We start with the Subject, the system component under observation, and possibly control. A Subject can have one or more traits such as Resource, Service, Scheduler, etc. The trait, a behavioral perspective taken by Source, dictates the possible Signs emitted through an Event. Subjects have a Name and can be nested within other Subjects depending on how a Source or Observer has chosen to represent a system.

A Source or Observer publishes an Event that pertains to a single Subject reference, though it should be noted that a Subject can be a collection of Subjects as in a system. An Observer is a Source that also consumes Events published by Sources, including other Observers.

A Source can be the Subject or an Instrument that a Subject uses to support observability. A Source emits an Event that has a Signal as its emittance value. A Signal consists of a Sign, an enum-like token, and an Orientation. The Orientation value can be EMIT or RECEIPT.

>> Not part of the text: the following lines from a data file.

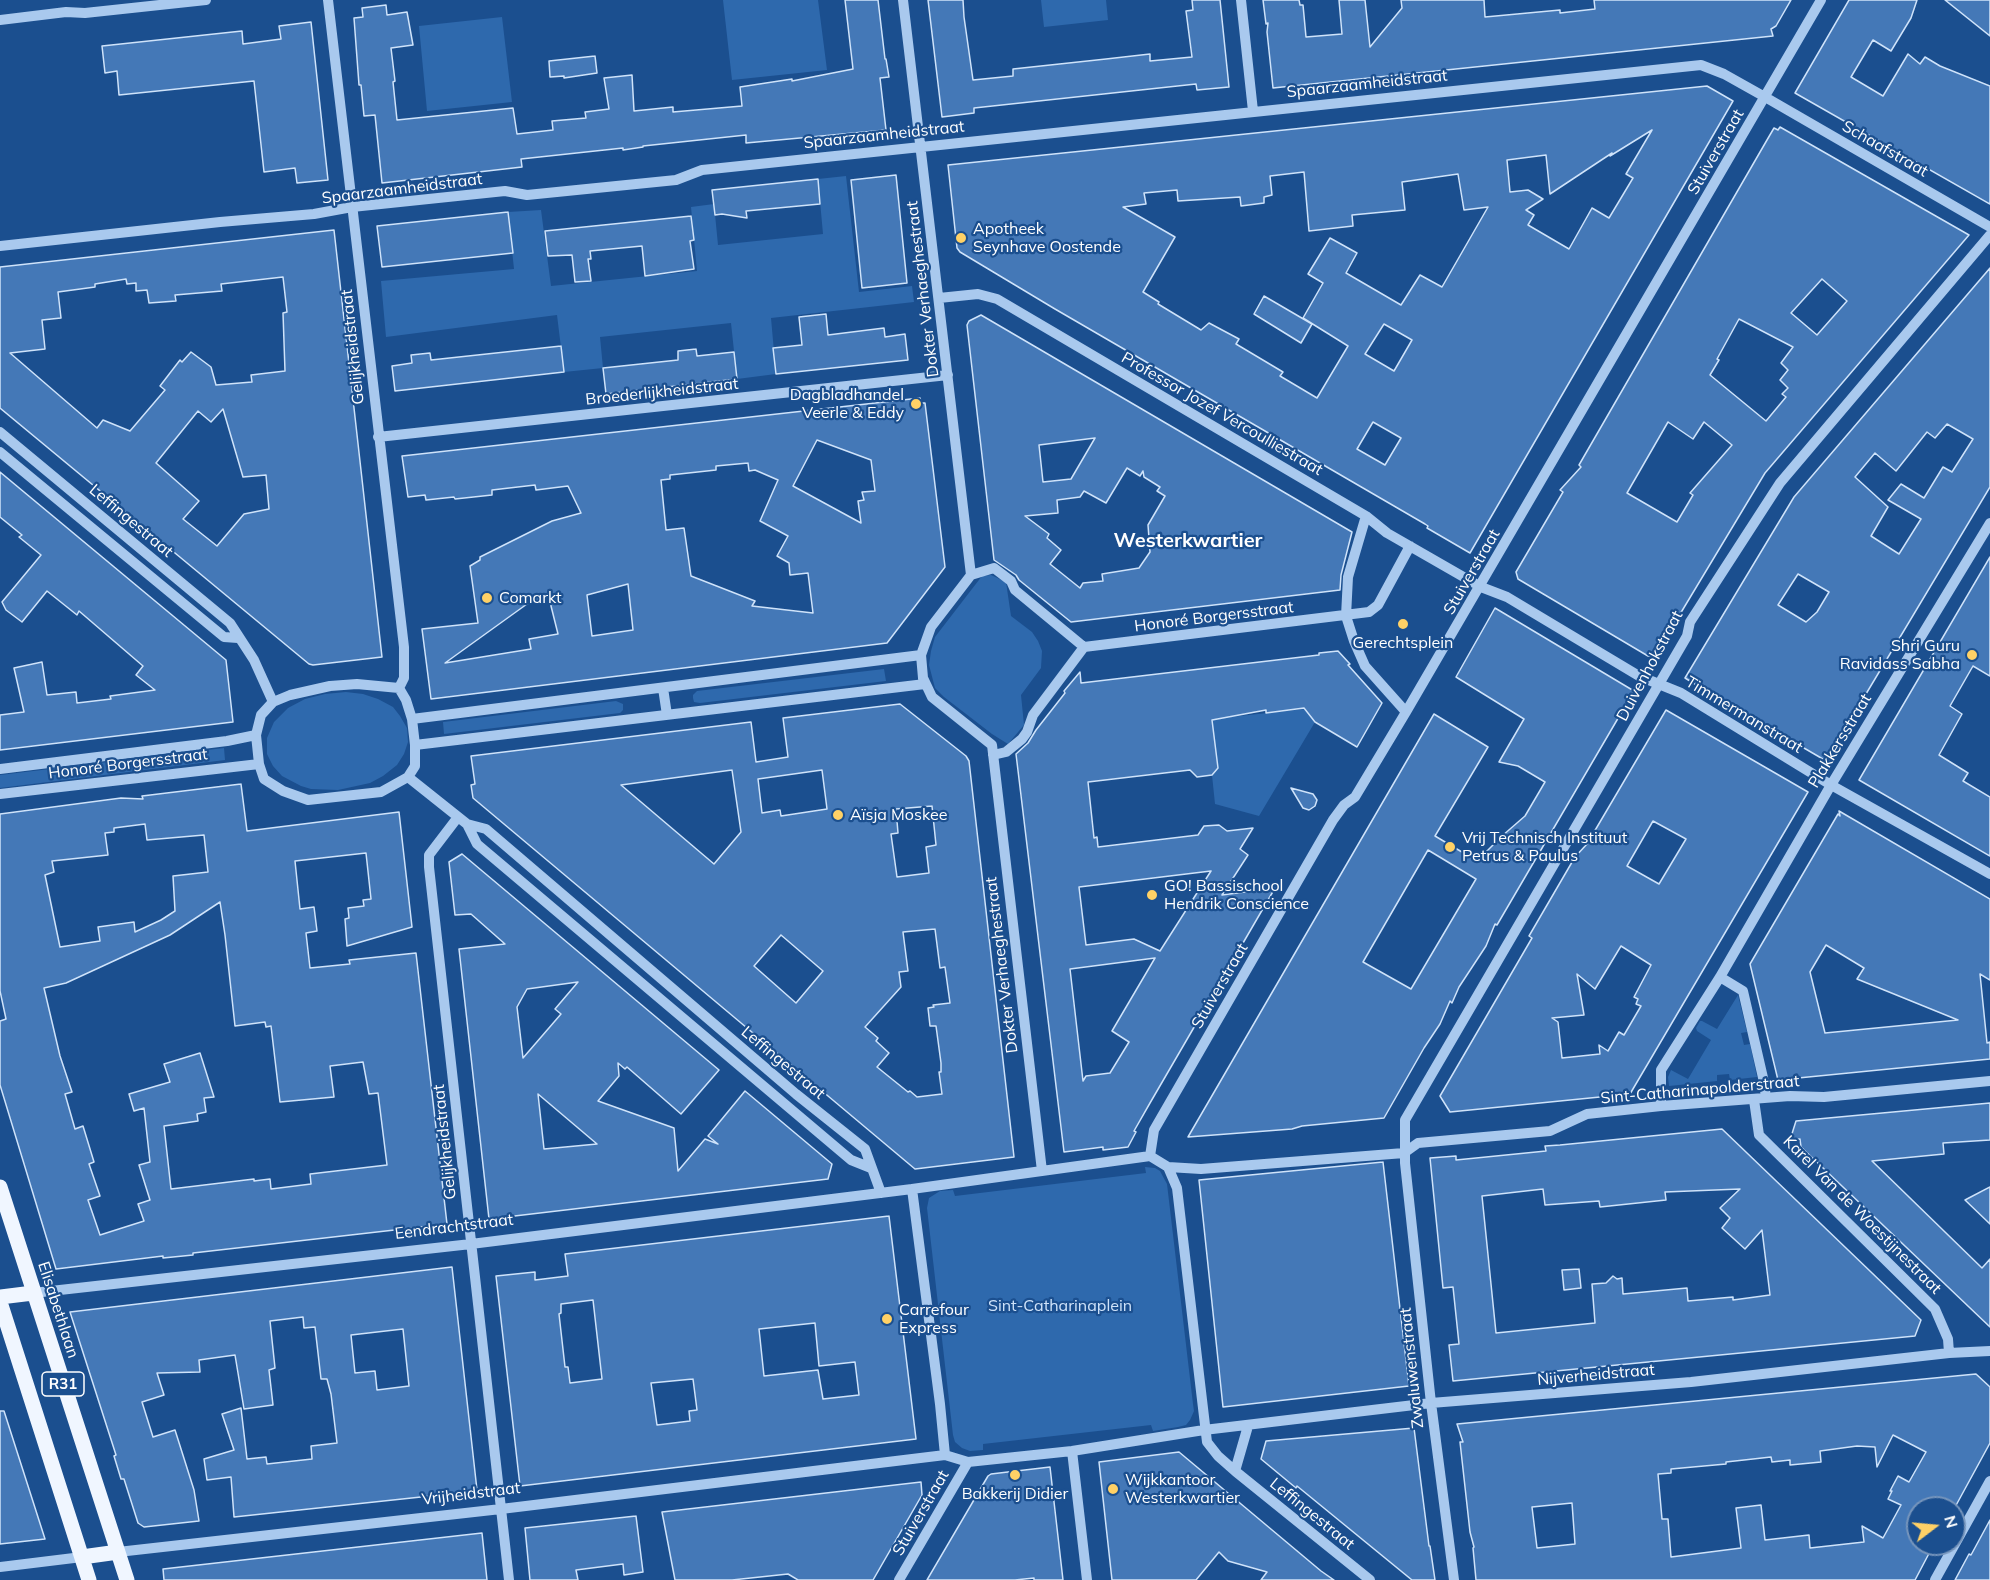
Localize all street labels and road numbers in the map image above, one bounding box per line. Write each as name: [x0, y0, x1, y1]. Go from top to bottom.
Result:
street label: Spaarzaamheidstraat: [1286, 66, 1448, 102]
street label: Stuiverstraat: [1684, 106, 1748, 198]
street label: Spaarzaamheidstraat: [803, 117, 965, 153]
street label: Schaafstraat: [1839, 117, 1931, 181]
street label: Spaarzaamheidstraat: [321, 170, 483, 208]
street label: Dokter Verhaeghestraat: [903, 200, 943, 378]
street label: Gelijkheidstraat: [337, 289, 369, 405]
street label: Professor Jozef Vercoulliestraat: [1118, 348, 1326, 480]
street label: Broederlijkheidstraat: [585, 374, 739, 410]
street label: Leffingestraat: [85, 480, 177, 562]
street label: Stuiverstraat: [1440, 526, 1504, 618]
street label: Honoré Borgersstraat: [1133, 598, 1295, 636]
street label: Duivenhokstraat: [1613, 608, 1687, 724]
street label: Timmermanstraat: [1682, 672, 1806, 758]
street label: Plakkersstraat: [1804, 690, 1876, 792]
street label: Honoré Borgersstraat: [47, 745, 209, 783]
street label: Dokter Verhaeghestraat: [982, 876, 1022, 1054]
street label: Stuiverstraat: [1188, 940, 1252, 1032]
street label: Leffingestraat: [737, 1022, 829, 1104]
street label: Sint-Catharinapolderstraat: [1600, 1072, 1800, 1108]
street label: Gelijkheidstraat: [429, 1084, 461, 1200]
street label: Karel Van de Woestijnestraat: [1779, 1132, 1945, 1298]
street label: Eendrachtstraat: [394, 1210, 514, 1244]
street label: Elisabethlaan: [33, 1259, 83, 1361]
street label: Zwaluwenstraat: [1396, 1307, 1428, 1429]
street label: Nijverheidstraat: [1536, 1360, 1656, 1390]
road number: R31: [42, 1372, 84, 1396]
street label: Stuiverstraat: [889, 1467, 953, 1559]
street label: Leffingestraat: [1266, 1474, 1358, 1554]
street label: Vrijheidstraat: [421, 1478, 521, 1510]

An Orientation value of EMIT indicates that the phenomenon that the Sign stands for is happening presently (temporal) and locally (spatial). An Orientation value of RECEIPT indicates the phenomenon has already occurred external to the spatial scope of the Source and that the Source is only reporting receipt of the Signal communicated and determined by other retrospective means.

Consider an active component within a system that publishes UDP packets, indicating it is running. While broadcasting a UDP message, it publishes a Signal with the Sign value of ALIVE and an Orientation value of EMIT via a Source, the Instrument here. The Subject of the Event, enveloping the Signal, refers to the component via a Name and an instance Identifier. This can be considered self-reporting.

Now when a listener receives the UDP message, that listener, a Source itself, can, if instrumented, report the receipt by publishing a Signal where the Orientation value is RECEIPT, and the Sign value is ALIVE. The Subject is the reference used by the listener for the sender. Here the signaling of Signs creates a replica of an observable reality relevant for operational purposes, whether emitting or receiving.

Signals, Signs, and Sources represent the low-level inputs into the observability model. Signals, which can be typically grouped into operation or outcome, are explicitly designed to influence the reasoning of Observers and the behavior of Actuators (controllability).

Before moving up to the next layer, it is vital to note that a Sign, a token, is a meaningful and self-explanatory term within a small language of signs. It is not a metric as in the length of a queue because for a length value to have meaning requires an Observer to know much more, such as whether the queue is bounded and the capacity value of the bounding. Here EMPTY and FULL are Signs.

Let us move on to the Observer, which, as stated above, is a Source that also subscribes to Events published by other Sources. Observers, in general, publish Signs that reflect an assessment of a Subject’s Status (internal state). A Status has a Confidence score as most assessments are an inference or scoring of a collection or sequencing of Signals received by an Observer for a Subject. The scoring is also necessary when a Subject represents an aggregation of multiple Subjects. Our thinking about scoring is that it is qualitative and not quantitative. Instead of some confidence percentage value, it should be mapped to a set of terms.

An Observer can publish Signals, not just as some relaying mechanism, but more so when a set of Signals from other Sources for a particular Subject represents a high-order operation or outcome. The goal of Observers is to make sense of and shorten a sequence of Signs, by way of pattern mining and matching, into a single Event — Observers on top of Observers up to situated intelligence.